La suerte decide el lugar en el que nos toca nacer, y nuestro destino dependerá de si aceptamos esa suerte o si, por el contrario, nos arriesgamos a tomar nuestras propias decisiones para cambiar el curso natural por el que tenía que transcurrir la vida que nunca elegimos vivir.

Jaime daba vueltas en la habitación atestada de ramos de flores, cada cual más ostentoso y colorido, que no dejaban de llegar a la habitación. Al escuchar la risa de su mujer acercarse por el pasillo, se abalanzó sobre la puerta. El rostro de Lina se iluminó aún más al ver a su marido asomarse, le dedicó una mirada chispeante y asintió levemente. ¡Una niña!, exclamó entusiasmado, pero su sonrisa apenas duró un instante, necesitamos un nombre nuevo, dijo Lina en un suspiro. Las enfermeras cruzaron la mirada al ver la expresión del padre y se sonrieron. Dos días antes, entre contracción y contracción, Lina les habló de las discusiones que habían tenido acerca del nombre del bebé en caso de que fuera niña. Seis meses y otras tantas discusiones fueron necesarios para ponerse de acuerdo porque Jaime insistía en homenajear a su madre, fallecida un año atrás, bautizando a su primogénita con su nombre. Lina tuvo que hacer verdaderos esfuerzos para rebatir su emotivo discurso y no parecer insensible. Pero cuando cogió en brazos a su hija y le vio la cara por primera vez, se dio cuenta de que su mujer tenía razón, necesitaban otro nombre. De acuerdo, encontraremos un nombre para ti, pequeña, suspiró con la voz llena de orgullo.
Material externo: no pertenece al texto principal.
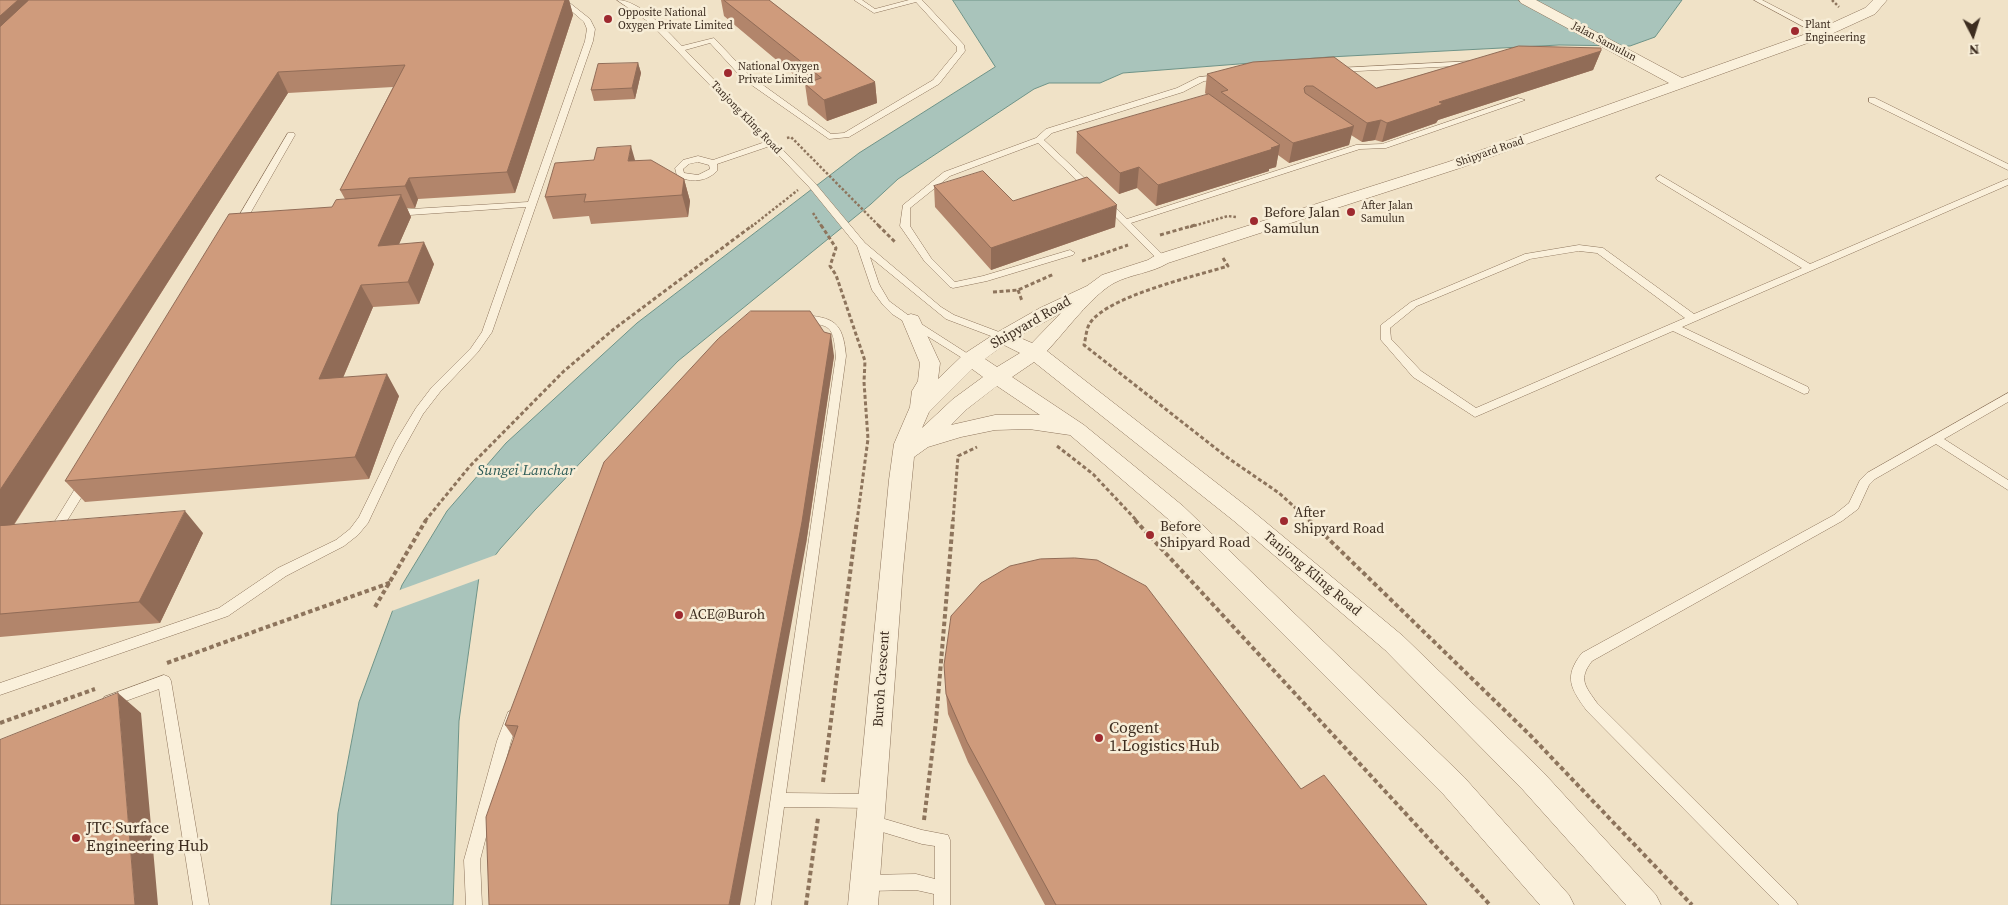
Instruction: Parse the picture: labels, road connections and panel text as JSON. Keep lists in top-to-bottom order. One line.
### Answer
{"streets":{"street":["Jalan Samulun","Tanjong Kling Road","Shipyard Road","Buroh Crescent"]},"crossings":[["Jalan Samulun","Shipyard Road"],["Tanjong Kling Road","Shipyard Road"],["Tanjong Kling Road","Buroh Crescent"],["Shipyard Road","Buroh Crescent"]],"water":["Sungei Lanchar"],"places":["Opposite National Oxygen Private Limited","Plant Engineering","National Oxygen Private Limited","After Jalan Samulun","Before Jalan Samulun","After Shipyard Road","Before Shipyard Road","ACE@Buroh","Cogent 1.Logistics Hub","JTC Surface Engineering Hub"],"north":"bottom"}
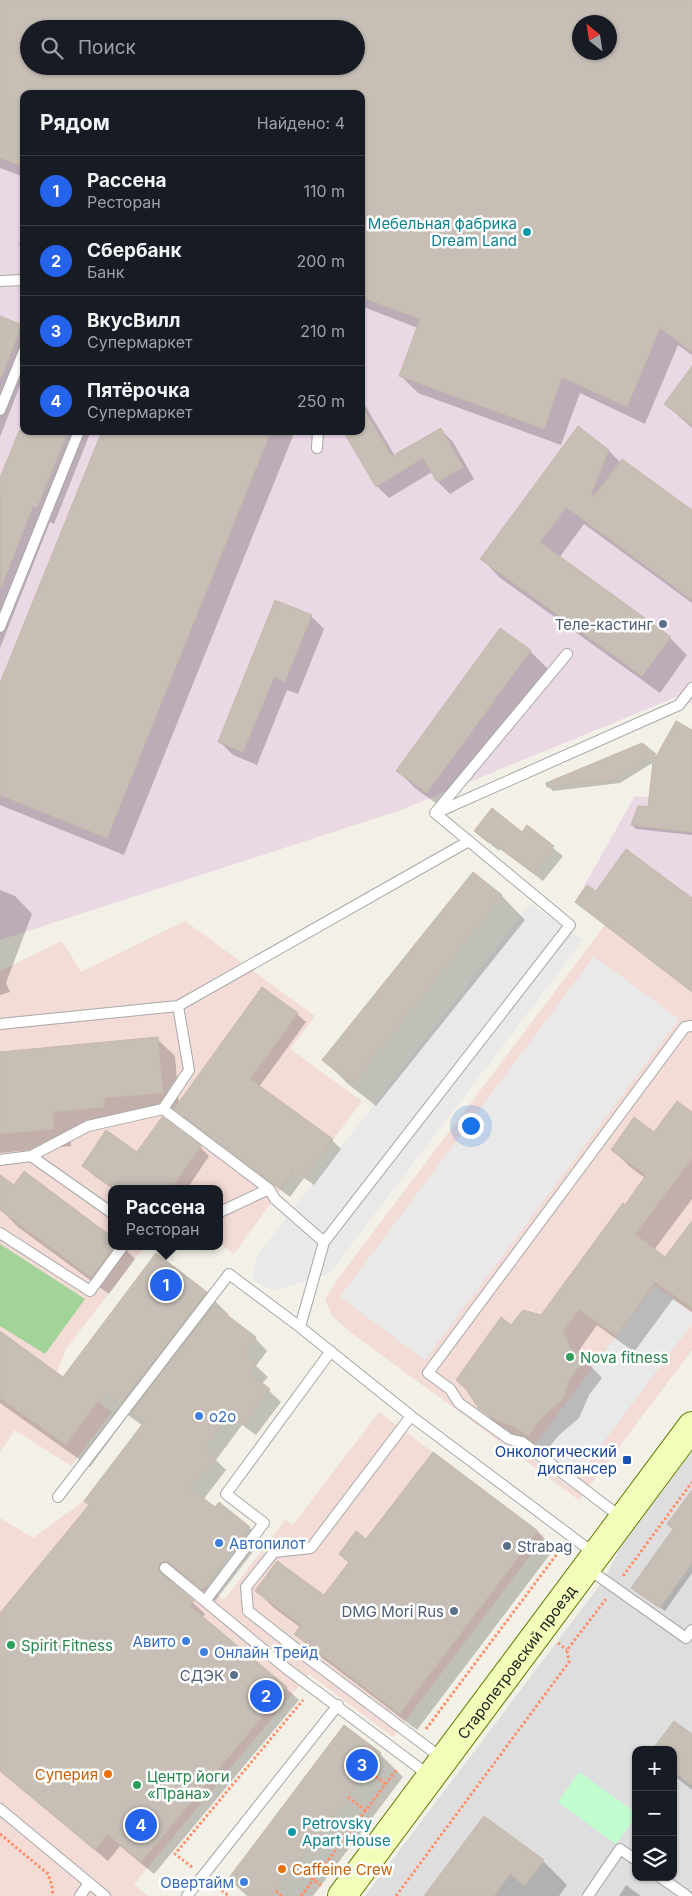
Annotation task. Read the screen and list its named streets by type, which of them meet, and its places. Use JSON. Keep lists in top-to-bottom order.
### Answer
{
  "streets": {
    "street": ["Старопетровский проезд"]
  },
  "places": {
    "other": [
      "Мебельная фабрика Dream Land",
      "Теле-кастинг",
      "Nova fitness",
      "o2o",
      "Автопилот",
      "Strabag",
      "DMG Mori Rus",
      "Авито",
      "Spirit Fitness",
      "Онлайн Трейд",
      "СДЭК",
      "Суперия",
      "Центр йоги «Прана»",
      "Petrovsky Apart House",
      "Caffeine Crew",
      "Овертайм"
    ],
    "transit": ["Онкологический диспансер"]
  },
  "north": "top left",
  "page": {
    "search": "Поиск",
    "heading": ["Рядом", "Найдено: 4"],
    "list": [
      {
        "mark": "1",
        "name": "Рассена",
        "note": "Ресторан",
        "value": "110 m"
      },
      {
        "mark": "2",
        "name": "Сбербанк",
        "note": "Банк",
        "value": "200 m"
      },
      {
        "mark": "3",
        "name": "ВкусВилл",
        "note": "Супермаркет",
        "value": "210 m"
      },
      {
        "mark": "4",
        "name": "Пятёрочка",
        "note": "Супермаркет",
        "value": "250 m"
      }
    ],
    "popup": ["Рассена", "Ресторан"],
    "pins": [
      "1",
      "2",
      "3",
      "4"
    ],
    "map_buttons": ["+", "−"]
  }
}
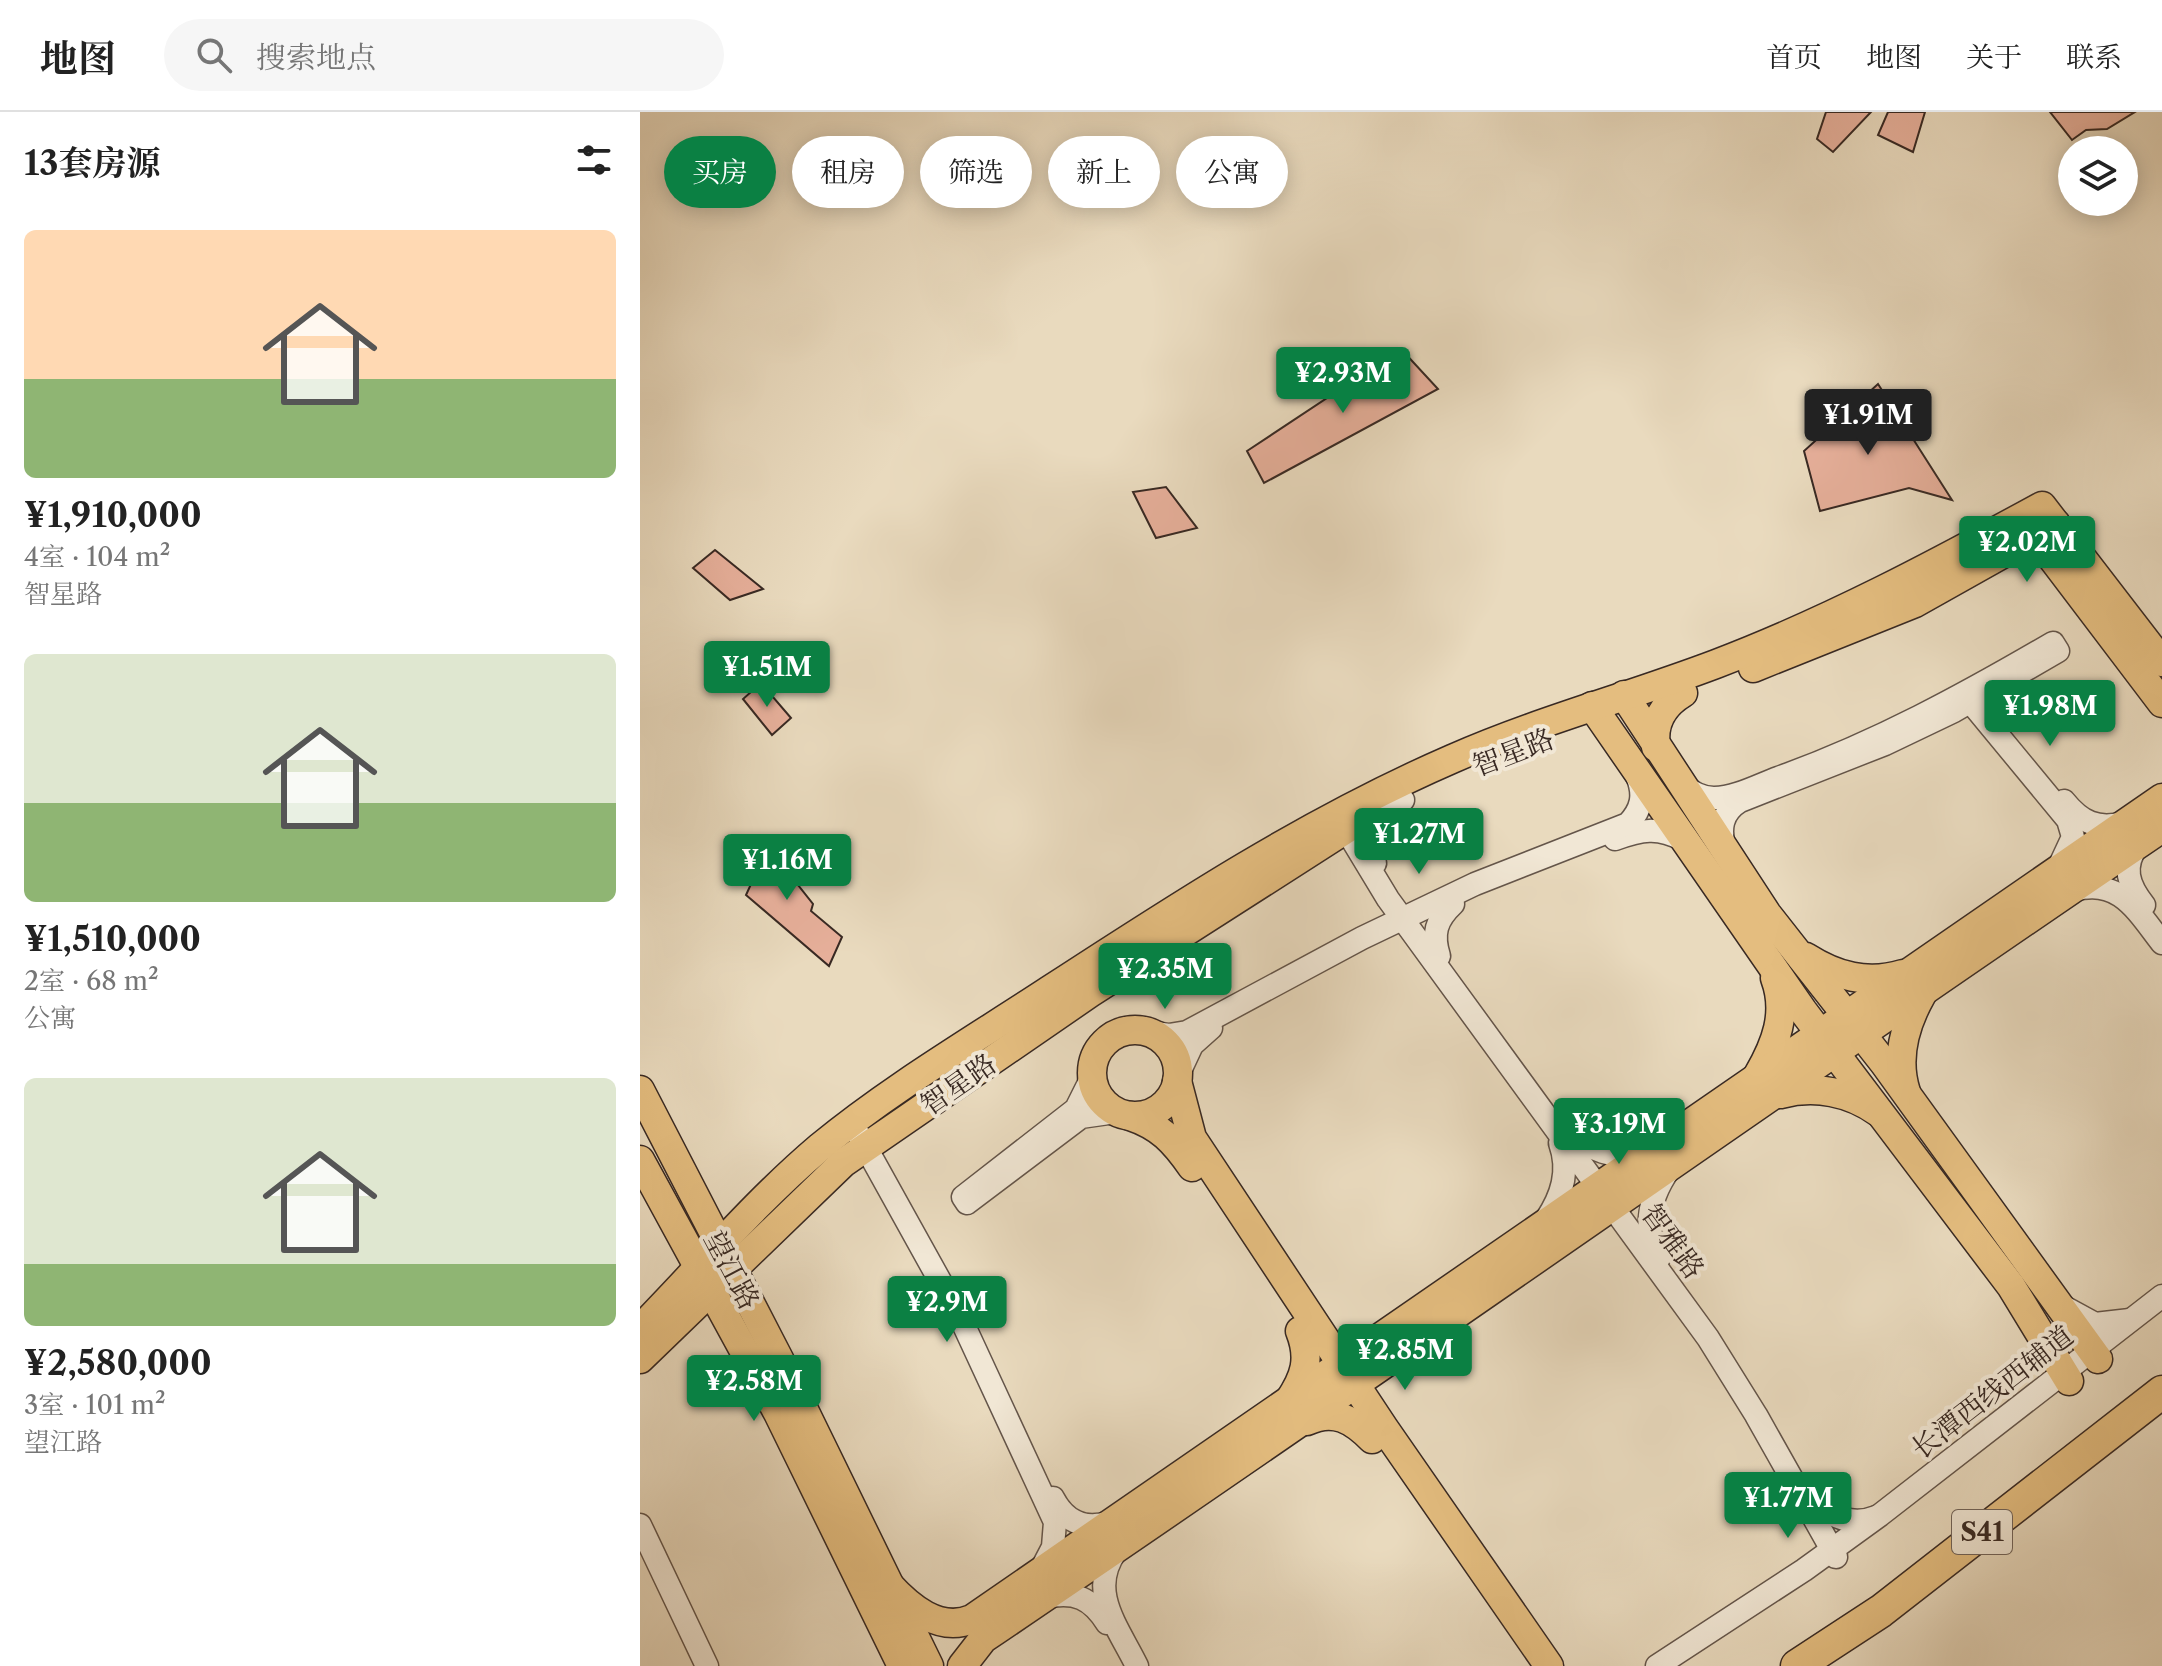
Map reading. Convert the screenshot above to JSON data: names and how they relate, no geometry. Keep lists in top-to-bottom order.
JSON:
{
  "streets": {
    "highway": ["S41"],
    "main road": ["智星路", "望江路"],
    "street": ["智雅路", "长潭西线西辅道"]
  },
  "crossings": [
    ["智星路", "智雅路"],
    ["智星路", "望江路"],
    ["智雅路", "长潭西线西辅道"]
  ],
  "page": {
    "header": "地图",
    "search": "搜索地点",
    "nav": [
      "首页",
      "地图",
      "关于",
      "联系"
    ],
    "heading": "13套房源",
    "chip": [
      "买房",
      "租房",
      "筛选",
      "新上",
      "公寓"
    ],
    "list": [
      {
        "name": "¥1,910,000",
        "note": "4室 · 104 m² · 智星路"
      },
      {
        "name": "¥1,510,000",
        "note": "2室 · 68 m² · 公寓"
      },
      {
        "name": "¥2,580,000",
        "note": "3室 · 101 m² · 望江路"
      }
    ],
    "price": [
      "¥2.93M",
      "¥1.91M",
      "¥2.02M",
      "¥1.51M",
      "¥1.98M",
      "¥1.27M",
      "¥1.16M",
      "¥2.35M",
      "¥3.19M",
      "¥2.9M",
      "¥2.85M",
      "¥2.58M",
      "¥1.77M"
    ]
  }
}
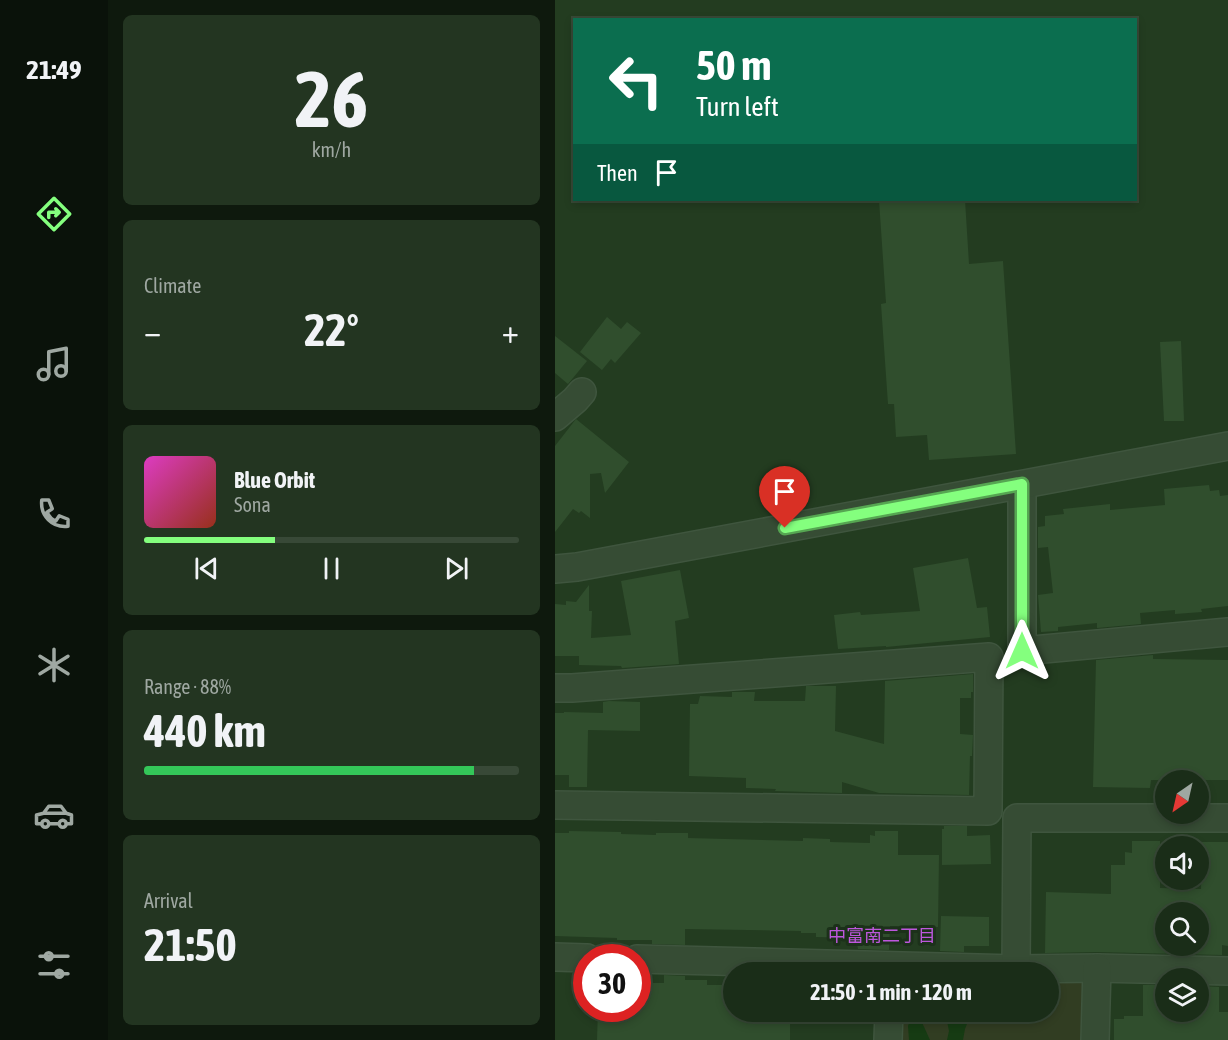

Al otro lado de la ventana, el cielo se tiñó de malva y se desplomó sobre los tejados de Madrid. La tarde estaba a punto de apagarse cuando un último rayo de sol se coló entre las cortinas, justo en el momento en el que Aurora irrumpió en la habitación sorteando a los visitantes, lanzó un saludo al aire y se abalanzó sobre la cuna. Su rostro se iluminó al ver a la recién nacida acurrucada entre las sábanas. Alargó su mano entre los barrotes para acariciar el mechón de pelo que asomaba por debajo de su gorrito blanco, y se giró hacia su hermana Lina, parece una clementina, dijo entre risas, ¿por qué tiene el pelo naranja? La habitación se quedó en silencio, todos los ojos se volvieron hacia Jaime, este buscó a su mujer con la mirada y ambos sonrieron, Clementina, dijeron al unísono.